This document, a 510(k) Premarket Notification from Medtronic Inc., describes two catheter delivery systems, the SelectSite C304 Deflectable Catheter System and the C315 Delivery System. The notification primarily focuses on demonstrating substantial equivalence to previously cleared predicate devices, rather than presenting a study proving a novel device meets specific acceptance criteria based on performance metrics (e.g., accuracy, sensitivity, specificity for a diagnostic device).

Therefore, the provided text does NOT contain the information necessary to answer the questions about acceptance criteria and a study proving a device meets these criteria in the context of, for example, an AI/ML diagnostic or predictive device.

The document states:

• "The technology of the subject devices is identical to the respective predicates." (Page 6)
• "There are no changes to the design, physical characteristics, materials, packaging, or sterilization presented in this submission." (Page 6)
• "The subject devices have identical indications for use to the respective predicate devices." (Page 6)
• The only difference mentioned is "updated instructions for use (IFU) to indicate warning for potential small-bore misconnection." (Page 6)
• "The labeling modification is supported by verification activities and makes the products compliant with clause 7f of ISO 80369-7." (Page 6)

This indicates that the submission is about demonstrating that the modified devices (with updated IFUs) are still substantially equivalent to the original predicate devices, implying that their performance is expected to be the same as the already cleared devices. This is typical for a 510(k) submission where there are minor changes but the fundamental performance of the device is not being re-evaluated through a new clinical performance study.

To answer your specific questions, the document does not provide the following information:

1. A table of acceptance criteria and the reported device performance: Not applicable. Performance is established through the predicate device.
2. Sample size used for the test set and the data provenance: No test set in the context of clinical performance evaluation is described.
3. Number of experts used to establish the ground truth for the test set and the qualifications: Not applicable.
4. Adjudication method for the test set: Not applicable.
5. If a multi-reader multi-case (MRMC) comparative effectiveness study was done: Not applicable. This document is not about AI assistance.
6. If a standalone (i.e. algorithm only without human-in-the-loop performance) was done: Not applicable.

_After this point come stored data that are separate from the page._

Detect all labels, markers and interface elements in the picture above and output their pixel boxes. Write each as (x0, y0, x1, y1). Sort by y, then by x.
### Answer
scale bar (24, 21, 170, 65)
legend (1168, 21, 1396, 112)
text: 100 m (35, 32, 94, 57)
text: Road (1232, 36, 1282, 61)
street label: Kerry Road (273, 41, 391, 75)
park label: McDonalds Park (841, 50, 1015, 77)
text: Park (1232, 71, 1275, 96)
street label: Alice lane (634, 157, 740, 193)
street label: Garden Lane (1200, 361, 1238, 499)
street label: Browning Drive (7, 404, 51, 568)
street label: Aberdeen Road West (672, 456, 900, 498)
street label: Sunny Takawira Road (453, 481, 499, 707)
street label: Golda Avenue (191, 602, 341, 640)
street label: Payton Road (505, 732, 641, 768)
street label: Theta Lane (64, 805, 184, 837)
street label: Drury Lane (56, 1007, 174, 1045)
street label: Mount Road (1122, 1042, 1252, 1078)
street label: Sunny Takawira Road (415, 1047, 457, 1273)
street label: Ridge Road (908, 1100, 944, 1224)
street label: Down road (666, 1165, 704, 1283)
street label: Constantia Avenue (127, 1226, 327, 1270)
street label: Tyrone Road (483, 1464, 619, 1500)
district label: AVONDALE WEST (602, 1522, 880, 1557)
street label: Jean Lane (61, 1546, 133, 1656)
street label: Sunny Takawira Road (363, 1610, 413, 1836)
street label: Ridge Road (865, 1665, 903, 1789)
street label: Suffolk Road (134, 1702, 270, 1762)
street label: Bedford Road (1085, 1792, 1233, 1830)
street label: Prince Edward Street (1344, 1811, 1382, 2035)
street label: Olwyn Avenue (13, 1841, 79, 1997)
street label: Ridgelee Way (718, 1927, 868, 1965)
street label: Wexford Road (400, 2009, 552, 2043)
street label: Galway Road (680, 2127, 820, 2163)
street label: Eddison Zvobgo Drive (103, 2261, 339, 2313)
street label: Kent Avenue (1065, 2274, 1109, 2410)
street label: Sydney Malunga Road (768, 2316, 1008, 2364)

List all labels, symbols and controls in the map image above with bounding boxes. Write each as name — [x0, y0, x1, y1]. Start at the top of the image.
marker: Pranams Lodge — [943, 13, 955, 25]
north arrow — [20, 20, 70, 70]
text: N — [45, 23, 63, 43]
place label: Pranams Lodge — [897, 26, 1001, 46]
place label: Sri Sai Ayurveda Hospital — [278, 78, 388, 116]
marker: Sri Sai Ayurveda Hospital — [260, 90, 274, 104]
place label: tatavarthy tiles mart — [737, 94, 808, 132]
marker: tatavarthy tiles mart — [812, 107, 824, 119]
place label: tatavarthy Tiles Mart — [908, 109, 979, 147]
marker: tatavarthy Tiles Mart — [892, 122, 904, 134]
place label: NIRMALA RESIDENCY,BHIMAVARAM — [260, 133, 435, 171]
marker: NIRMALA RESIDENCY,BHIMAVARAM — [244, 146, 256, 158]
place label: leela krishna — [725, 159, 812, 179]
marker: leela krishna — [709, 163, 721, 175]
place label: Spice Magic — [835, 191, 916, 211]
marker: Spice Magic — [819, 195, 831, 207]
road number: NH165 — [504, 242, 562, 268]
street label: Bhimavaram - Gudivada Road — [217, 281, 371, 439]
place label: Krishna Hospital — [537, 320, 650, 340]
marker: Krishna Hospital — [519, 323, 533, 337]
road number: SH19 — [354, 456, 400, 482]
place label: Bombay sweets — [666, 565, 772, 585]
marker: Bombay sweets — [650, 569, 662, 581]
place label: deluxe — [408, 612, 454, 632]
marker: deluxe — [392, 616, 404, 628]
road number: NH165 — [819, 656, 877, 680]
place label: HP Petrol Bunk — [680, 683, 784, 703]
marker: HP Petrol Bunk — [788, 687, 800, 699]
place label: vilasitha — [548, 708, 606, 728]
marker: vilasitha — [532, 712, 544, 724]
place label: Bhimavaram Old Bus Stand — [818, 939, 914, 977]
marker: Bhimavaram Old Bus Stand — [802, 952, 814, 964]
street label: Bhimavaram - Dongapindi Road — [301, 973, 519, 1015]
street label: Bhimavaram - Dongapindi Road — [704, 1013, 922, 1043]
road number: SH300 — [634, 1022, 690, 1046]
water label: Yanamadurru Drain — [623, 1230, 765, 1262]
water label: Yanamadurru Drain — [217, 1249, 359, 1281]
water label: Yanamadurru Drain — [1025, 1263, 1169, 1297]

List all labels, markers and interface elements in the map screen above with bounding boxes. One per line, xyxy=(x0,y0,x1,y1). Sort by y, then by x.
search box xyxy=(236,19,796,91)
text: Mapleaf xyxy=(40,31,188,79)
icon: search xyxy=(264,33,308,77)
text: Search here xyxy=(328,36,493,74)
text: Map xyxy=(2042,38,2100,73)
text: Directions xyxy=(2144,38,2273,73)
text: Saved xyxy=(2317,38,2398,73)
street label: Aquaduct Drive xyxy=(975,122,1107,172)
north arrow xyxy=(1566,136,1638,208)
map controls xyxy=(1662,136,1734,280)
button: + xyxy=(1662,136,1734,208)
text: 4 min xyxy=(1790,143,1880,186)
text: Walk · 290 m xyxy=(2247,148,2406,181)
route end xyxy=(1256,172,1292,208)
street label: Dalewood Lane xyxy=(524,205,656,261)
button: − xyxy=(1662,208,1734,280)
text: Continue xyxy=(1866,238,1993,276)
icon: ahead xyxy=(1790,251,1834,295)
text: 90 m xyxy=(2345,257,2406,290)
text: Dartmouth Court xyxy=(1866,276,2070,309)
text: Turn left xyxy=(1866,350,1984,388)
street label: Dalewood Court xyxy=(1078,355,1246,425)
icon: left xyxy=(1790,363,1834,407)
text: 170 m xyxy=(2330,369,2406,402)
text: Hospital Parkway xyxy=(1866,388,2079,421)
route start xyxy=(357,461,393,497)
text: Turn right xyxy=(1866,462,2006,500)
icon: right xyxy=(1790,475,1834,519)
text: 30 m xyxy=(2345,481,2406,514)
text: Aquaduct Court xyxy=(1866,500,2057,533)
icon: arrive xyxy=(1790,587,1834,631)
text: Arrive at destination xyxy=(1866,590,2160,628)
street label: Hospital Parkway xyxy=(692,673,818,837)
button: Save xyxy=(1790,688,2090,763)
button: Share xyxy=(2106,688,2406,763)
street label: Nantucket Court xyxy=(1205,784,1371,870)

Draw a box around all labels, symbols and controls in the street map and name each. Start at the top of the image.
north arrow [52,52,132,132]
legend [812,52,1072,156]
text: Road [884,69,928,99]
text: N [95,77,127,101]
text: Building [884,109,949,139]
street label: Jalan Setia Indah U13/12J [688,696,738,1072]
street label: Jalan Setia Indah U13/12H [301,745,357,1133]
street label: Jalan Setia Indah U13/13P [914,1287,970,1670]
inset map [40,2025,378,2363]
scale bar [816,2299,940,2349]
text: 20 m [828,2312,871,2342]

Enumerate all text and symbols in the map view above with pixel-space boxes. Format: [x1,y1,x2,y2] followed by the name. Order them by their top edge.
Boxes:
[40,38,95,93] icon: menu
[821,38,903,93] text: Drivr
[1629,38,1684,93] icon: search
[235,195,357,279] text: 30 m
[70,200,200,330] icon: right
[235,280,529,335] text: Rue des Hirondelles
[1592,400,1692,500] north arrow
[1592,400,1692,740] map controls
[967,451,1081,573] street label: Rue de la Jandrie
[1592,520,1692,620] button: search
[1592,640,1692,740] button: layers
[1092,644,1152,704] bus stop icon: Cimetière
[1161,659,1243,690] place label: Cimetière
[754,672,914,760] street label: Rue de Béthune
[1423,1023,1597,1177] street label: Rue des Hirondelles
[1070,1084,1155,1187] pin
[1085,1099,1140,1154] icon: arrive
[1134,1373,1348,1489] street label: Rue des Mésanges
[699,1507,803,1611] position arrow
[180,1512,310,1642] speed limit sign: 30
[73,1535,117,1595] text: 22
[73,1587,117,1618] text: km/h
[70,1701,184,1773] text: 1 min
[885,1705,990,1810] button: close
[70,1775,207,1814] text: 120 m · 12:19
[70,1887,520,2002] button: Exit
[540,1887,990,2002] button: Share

This document is not about an algorithm.
7. The type of ground truth used: Not applicable.
8. The sample size for the training set: Not applicable for this type of submission.
9. How the ground truth for the training set was established: Not applicable for this type of submission.

In summary, this document is a regulatory submission for a medical device that has undergone minor labeling changes, and its purpose is to demonstrate substantial equivalence to existing devices, not to present a de novo study proving new performance criteria.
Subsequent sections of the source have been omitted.